- **Brief**: Where the data below has the string "lines", return the whole line.
╭─ The records
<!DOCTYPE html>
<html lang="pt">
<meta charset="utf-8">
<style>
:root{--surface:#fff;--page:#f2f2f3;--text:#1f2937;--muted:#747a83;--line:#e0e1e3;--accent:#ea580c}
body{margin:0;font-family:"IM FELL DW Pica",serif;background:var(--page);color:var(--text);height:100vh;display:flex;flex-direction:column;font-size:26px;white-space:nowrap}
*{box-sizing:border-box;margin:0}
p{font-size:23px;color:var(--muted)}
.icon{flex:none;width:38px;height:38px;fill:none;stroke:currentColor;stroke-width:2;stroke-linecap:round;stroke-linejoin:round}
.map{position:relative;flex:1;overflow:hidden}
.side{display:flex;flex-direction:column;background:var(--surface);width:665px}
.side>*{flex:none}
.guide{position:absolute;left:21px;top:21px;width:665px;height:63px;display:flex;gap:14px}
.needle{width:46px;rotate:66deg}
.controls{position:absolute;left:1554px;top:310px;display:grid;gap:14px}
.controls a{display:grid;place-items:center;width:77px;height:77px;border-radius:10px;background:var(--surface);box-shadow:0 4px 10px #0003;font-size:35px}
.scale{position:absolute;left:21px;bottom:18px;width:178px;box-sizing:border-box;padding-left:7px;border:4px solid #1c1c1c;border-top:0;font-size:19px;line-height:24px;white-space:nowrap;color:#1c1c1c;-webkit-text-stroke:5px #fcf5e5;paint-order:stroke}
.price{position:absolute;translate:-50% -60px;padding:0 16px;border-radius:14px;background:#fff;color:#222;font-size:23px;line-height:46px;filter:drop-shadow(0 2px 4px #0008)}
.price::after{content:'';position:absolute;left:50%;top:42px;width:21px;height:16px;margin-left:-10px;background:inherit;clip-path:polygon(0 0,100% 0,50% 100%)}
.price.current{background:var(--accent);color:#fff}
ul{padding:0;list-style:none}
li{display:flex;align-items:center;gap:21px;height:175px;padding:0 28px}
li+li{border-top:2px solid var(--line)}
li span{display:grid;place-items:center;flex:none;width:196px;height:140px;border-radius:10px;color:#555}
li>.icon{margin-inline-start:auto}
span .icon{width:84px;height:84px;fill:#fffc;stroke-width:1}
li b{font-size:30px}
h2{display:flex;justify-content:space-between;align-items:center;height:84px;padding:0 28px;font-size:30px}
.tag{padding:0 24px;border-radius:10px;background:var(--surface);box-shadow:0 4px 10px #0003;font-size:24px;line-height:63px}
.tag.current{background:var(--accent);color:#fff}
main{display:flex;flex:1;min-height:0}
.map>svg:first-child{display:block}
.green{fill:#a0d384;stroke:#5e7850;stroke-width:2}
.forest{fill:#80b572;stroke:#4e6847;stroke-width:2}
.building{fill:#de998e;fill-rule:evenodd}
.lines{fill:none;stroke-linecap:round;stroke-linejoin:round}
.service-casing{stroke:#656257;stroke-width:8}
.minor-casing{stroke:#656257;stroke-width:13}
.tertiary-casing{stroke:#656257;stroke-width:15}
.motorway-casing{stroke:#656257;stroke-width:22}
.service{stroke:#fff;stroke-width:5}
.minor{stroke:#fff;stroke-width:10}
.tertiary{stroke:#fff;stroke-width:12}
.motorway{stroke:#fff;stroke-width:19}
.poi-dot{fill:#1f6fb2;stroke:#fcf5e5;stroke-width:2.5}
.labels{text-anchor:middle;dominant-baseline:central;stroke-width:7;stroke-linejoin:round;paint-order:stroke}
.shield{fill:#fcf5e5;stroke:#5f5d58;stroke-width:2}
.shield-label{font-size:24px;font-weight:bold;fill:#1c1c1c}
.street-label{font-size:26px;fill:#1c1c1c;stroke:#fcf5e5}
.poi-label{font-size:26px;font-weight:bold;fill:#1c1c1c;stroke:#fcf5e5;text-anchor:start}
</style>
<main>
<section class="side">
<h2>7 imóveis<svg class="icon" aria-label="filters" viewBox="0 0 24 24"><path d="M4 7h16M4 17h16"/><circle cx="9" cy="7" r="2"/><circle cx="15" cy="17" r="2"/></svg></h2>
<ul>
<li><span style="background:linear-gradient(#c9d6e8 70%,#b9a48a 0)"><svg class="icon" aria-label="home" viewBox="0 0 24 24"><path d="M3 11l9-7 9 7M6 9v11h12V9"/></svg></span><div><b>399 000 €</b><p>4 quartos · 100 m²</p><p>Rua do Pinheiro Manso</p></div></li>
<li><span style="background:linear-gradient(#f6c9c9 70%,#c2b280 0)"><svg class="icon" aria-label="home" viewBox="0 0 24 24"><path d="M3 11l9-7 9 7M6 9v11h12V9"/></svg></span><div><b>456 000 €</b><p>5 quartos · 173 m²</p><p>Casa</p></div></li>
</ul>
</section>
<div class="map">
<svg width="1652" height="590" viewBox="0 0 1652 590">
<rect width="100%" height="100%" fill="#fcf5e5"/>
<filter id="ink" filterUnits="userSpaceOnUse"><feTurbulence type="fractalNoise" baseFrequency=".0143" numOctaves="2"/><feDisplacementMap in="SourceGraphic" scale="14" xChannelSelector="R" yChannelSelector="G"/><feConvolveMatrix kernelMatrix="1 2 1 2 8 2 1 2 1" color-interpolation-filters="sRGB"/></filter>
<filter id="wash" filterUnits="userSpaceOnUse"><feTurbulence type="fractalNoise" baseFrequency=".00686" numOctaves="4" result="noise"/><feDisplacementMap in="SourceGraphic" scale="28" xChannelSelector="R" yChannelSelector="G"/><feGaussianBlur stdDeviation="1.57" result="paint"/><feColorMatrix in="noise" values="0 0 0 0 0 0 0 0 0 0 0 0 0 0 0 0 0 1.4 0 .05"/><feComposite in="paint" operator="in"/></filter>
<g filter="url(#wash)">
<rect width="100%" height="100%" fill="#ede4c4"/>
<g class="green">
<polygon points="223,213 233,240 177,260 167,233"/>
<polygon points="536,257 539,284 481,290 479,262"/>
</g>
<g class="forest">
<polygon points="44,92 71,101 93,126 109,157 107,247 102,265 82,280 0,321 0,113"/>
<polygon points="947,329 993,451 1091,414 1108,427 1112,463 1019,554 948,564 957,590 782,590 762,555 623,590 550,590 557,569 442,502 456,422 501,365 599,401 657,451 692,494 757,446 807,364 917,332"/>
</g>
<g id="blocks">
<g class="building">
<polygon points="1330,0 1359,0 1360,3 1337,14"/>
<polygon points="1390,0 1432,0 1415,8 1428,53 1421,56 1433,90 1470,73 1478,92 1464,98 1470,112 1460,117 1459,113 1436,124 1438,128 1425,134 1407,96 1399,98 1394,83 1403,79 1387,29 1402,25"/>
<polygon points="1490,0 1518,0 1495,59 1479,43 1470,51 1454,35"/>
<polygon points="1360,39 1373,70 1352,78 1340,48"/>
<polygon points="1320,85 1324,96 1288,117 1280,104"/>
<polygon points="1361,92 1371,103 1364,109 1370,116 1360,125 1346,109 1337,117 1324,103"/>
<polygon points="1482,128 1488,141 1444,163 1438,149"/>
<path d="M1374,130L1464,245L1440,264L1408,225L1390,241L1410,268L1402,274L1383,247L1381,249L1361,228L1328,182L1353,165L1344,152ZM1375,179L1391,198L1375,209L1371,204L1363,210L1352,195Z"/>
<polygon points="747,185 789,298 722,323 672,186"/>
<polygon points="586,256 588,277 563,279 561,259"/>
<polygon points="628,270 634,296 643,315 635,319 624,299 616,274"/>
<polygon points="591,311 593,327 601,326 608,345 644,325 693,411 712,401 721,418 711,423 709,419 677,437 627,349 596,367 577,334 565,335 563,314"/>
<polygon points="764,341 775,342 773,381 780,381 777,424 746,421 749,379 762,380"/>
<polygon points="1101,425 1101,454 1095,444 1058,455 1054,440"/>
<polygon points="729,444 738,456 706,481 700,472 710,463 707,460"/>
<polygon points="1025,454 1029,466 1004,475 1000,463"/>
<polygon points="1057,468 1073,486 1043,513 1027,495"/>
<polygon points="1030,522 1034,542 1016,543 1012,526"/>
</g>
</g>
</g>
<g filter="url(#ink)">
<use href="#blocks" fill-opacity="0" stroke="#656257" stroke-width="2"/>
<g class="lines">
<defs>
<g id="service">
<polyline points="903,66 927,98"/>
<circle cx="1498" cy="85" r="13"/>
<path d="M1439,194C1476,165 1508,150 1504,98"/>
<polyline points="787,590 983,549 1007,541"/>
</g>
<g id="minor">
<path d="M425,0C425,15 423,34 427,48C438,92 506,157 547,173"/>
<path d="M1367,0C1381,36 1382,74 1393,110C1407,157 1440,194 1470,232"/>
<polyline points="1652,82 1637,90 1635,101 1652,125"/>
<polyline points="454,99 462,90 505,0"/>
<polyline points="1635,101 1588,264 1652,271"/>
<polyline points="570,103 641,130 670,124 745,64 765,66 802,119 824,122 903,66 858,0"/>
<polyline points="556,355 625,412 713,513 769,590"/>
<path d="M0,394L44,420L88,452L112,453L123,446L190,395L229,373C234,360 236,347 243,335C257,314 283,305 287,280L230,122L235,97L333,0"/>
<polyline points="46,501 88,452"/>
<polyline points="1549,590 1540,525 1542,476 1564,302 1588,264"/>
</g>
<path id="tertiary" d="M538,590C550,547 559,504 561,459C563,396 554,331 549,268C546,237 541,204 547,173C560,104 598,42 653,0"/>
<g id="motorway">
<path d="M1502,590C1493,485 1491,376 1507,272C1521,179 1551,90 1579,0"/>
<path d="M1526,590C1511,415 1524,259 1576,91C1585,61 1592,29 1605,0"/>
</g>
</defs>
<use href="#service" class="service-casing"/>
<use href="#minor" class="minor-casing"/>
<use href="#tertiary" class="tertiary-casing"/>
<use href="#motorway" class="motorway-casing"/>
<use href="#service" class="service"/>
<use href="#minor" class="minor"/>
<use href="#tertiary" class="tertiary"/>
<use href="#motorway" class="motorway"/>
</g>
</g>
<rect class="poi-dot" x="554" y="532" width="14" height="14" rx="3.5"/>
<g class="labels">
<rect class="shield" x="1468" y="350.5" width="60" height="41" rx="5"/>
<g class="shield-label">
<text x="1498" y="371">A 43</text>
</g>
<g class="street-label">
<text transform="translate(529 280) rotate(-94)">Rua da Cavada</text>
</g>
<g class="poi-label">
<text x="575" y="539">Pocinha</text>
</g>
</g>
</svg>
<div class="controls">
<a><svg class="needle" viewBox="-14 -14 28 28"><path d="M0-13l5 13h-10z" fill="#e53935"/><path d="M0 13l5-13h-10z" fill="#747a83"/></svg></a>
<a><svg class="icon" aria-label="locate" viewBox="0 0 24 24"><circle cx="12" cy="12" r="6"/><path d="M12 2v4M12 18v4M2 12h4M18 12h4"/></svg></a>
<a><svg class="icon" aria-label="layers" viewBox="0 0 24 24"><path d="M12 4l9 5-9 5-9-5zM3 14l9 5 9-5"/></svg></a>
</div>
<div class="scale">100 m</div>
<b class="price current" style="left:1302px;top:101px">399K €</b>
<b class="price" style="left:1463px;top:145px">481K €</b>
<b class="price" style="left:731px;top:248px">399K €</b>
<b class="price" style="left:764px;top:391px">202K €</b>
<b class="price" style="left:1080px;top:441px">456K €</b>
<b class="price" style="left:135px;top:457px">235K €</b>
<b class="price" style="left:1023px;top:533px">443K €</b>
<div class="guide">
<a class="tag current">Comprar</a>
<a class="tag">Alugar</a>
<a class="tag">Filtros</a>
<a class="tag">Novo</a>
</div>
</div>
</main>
╰─
- **Response**:
.lines{fill:none;stroke-linecap:round;stroke-linejoin:round}
<g class="lines">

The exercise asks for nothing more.